I wouldn't recommend overriding the password hashing on the User object, since Flask-Security uses the SECURITY_PASSWORD_HASH setting to store the password hashing algorithm. 我不建议在User对象上覆盖密码哈希,因为Flask-Security使用SECURITY_PASSWORD_HASH设置存储密码哈希算法。 (It defaults to bcrypt , so you don't need to set this explicitly if you don't want to.) Flask-Security uses HMAC to salt the password , in addition to the SECURITY_PASSWORD_SALT which you provide, so just hashing the password using eg passlib with bcrypt won't result in a hash that Flask-Security will correctly match . 默认bcrypt ,因此,如果您不想这样做,则无需显式设置。

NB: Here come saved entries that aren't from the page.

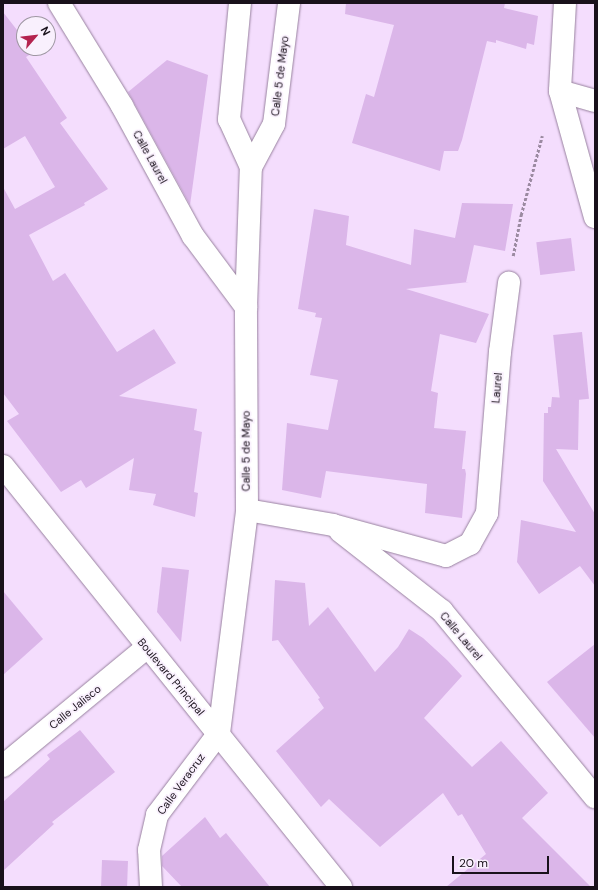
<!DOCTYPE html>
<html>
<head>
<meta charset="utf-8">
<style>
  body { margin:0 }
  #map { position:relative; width:598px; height:890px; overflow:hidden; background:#f4ddfd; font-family:"DM Sans",sans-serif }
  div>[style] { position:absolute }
  .building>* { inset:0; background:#dbb6e9; transform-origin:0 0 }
  .path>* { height:2.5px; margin-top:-1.25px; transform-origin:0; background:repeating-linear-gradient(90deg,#9b8aa1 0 3px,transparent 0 5px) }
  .roads { filter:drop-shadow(0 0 1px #98829f) drop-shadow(0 0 1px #98829f) }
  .minor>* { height:22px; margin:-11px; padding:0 11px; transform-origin:11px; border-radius:11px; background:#fff }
  .tertiary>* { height:22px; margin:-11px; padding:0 11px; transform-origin:11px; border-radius:11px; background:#fff }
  span { translate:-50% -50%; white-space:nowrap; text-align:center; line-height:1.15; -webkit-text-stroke:3.5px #f9f0fd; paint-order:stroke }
  .street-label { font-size:11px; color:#19111b }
  .frame { position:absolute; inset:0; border:4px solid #19111b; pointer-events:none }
  .north { position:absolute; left:16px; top:16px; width:40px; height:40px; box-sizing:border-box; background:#f9f0fd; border:1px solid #9f97a3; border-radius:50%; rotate:62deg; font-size:11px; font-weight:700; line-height:16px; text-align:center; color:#19111b }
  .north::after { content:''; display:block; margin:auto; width:14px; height:18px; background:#b4234f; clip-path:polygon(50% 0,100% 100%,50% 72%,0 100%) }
  .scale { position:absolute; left:452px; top:856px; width:97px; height:18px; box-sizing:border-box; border:2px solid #19111b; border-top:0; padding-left:5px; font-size:12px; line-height:14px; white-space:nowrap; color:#19111b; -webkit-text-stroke:3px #f9f0fd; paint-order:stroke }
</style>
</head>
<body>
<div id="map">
  <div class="building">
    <i style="clip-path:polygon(346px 3px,505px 3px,504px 8px,538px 16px,534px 45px,527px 43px,526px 49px,496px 40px,496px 43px,487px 41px,462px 140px,458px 151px,444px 151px,440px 171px,352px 143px,366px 94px,374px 97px,394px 25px,345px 14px)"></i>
    <i style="clip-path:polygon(3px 12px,24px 39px,24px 48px,31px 48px,34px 52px,26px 57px,67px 118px,60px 123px,108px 189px,84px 203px,85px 205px,29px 235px,53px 281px,65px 273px,117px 352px,154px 329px,176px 363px,119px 396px,197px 409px,194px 430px,202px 432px,194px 492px,198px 493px,195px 517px,153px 505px,156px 494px,129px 490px,134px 458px,86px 488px,81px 480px,61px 492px,7px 421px,19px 414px,3px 393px,3px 187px,15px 209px,55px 187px,25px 136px,3px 149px)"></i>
    <i style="clip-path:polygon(167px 60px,208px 75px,190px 205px,128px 92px)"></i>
    <i style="clip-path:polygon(462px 203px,513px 204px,505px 251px,474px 245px,466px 282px,469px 282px,406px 289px,489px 314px,476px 343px,440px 334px,431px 391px,438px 393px,434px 428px,466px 431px,462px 469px,465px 469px,466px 474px,462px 518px,425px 513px,427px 484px,326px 471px,321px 498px,282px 490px,287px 423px,328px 430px,338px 380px,310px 375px,322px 318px,315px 317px,316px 313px,298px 309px,314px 209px,349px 216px,346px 245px,411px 265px,414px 229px,455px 238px)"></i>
    <i style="left:571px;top:238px;width:33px;height:35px;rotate:83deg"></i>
    <i style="left:582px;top:332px;width:67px;height:29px;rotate:84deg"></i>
    <i style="clip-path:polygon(552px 397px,579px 399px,578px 450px,556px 449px,595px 514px,595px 586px,580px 566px,539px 594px,517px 562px,521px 520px,576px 532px,543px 481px,544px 413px,548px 413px,548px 407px,551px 407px)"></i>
    <i style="clip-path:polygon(162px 567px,189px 570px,181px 642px,157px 612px)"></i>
    <i style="clip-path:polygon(275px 580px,305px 583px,309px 626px,328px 607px,375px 672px,398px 647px,409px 629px,423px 638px,447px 660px,462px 676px,424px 718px,472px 767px,501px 741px,548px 793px,522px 818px,591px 887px,446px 887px,486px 854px,462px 814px,458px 816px,443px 793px,380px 847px,329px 799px,321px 807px,276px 751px,324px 708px,318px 699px,320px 698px,278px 640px,272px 641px)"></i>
    <i style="clip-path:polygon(3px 591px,43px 639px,3px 675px)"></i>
    <i style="clip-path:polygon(595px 644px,595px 738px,547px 682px)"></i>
    <i style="clip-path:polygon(80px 730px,115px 772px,52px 822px,54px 824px,3px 871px,3px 802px,50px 759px,47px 755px)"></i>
    <i style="clip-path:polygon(205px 817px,220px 838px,226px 833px,270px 887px,182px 887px,162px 866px,162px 856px)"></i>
    <i style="left:102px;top:860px;width:26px;height:27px;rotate:2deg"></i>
  </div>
  <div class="path">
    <i style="left:513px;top:256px;width:42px;rotate:-79deg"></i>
    <i style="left:521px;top:215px;width:82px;rotate:-75.1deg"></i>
  </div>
  <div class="roads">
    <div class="minor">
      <i style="left:59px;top:3px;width:121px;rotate:58.5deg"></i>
      <i style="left:122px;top:106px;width:148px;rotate:61.4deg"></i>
      <i style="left:193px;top:236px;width:89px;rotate:53.3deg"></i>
      <i style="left:565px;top:3px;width:88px;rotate:93.3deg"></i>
      <i style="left:560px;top:91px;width:131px;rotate:74.5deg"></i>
      <i style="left:560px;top:91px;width:36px;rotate:16deg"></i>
      <i style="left:247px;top:510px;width:87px;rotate:9.9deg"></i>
      <i style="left:333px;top:525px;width:117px;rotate:15.3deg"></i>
      <i style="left:446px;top:556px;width:27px;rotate:-27deg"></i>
      <i style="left:470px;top:544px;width:35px;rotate:-61deg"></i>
      <i style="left:487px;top:513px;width:162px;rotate:-85.4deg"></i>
      <i style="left:500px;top:352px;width:70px;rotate:-82.6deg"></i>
      <i style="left:340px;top:531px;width:130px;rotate:38.1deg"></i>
      <i style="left:442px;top:611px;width:241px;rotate:50.6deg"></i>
      <i style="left:3px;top:766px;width:185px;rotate:-39.5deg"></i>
      <i style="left:151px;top:887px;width:37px;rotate:-93deg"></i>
      <i style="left:149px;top:850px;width:36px;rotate:-77deg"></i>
      <i style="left:157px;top:815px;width:103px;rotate:-52.9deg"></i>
    </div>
    <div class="tertiary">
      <i style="left:240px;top:3px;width:117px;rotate:95.4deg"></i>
      <i style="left:229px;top:119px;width:53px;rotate:65.4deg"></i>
      <i style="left:3px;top:466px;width:540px;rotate:51.24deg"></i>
      <i style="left:219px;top:733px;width:225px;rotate:-82.8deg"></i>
      <i style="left:247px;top:510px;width:203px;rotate:-90.3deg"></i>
      <i style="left:246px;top:307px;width:140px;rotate:-88deg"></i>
      <i style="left:251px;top:167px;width:49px;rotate:-61.9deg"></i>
      <i style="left:274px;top:124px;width:122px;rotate:-82.9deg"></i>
    </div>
  </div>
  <div class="street-label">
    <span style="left:280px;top:76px;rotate:-83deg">Calle 5 de Mayo</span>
    <span style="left:150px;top:157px;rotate:61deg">Calle Laurel</span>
    <span style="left:497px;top:388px;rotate:-85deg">Laurel</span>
    <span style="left:246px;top:451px;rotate:-90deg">Calle 5 de Mayo</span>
    <span style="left:461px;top:636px;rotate:50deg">Calle Laurel</span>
    <span style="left:171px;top:677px;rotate:50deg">Boulevard Principal</span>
    <span style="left:75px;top:707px;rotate:-39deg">Calle Jalisco</span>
    <span style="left:181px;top:784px;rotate:-54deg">Calle Veracruz</span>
  </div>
  <div class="frame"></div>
  <div class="north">N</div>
  <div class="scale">20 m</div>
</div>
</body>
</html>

)Flask-Security除了使用您提供的SECURITY_PASSWORD_SALT之外,还使用HMAC来对密码加盐 ,因此只需使用例如,带有bcrypt的passlib 不会导致Flask-Security正确匹配的哈希 You might be able to side-step this by cutting Flask-Security out of the loop and doing all password creation and comparison tasks yourself… but what's the point? 您也许可以通过将Flask-Security切入循环并自己完成所有密码创建和比较任务来避开此事,但这有什么意义呢? You're using a security library, let it do security for you. 您正在使用安全性库,让它为您做安全性。 They've already fixed the bugs you're bound to run into. 他们已经修复了您必然会遇到的错误。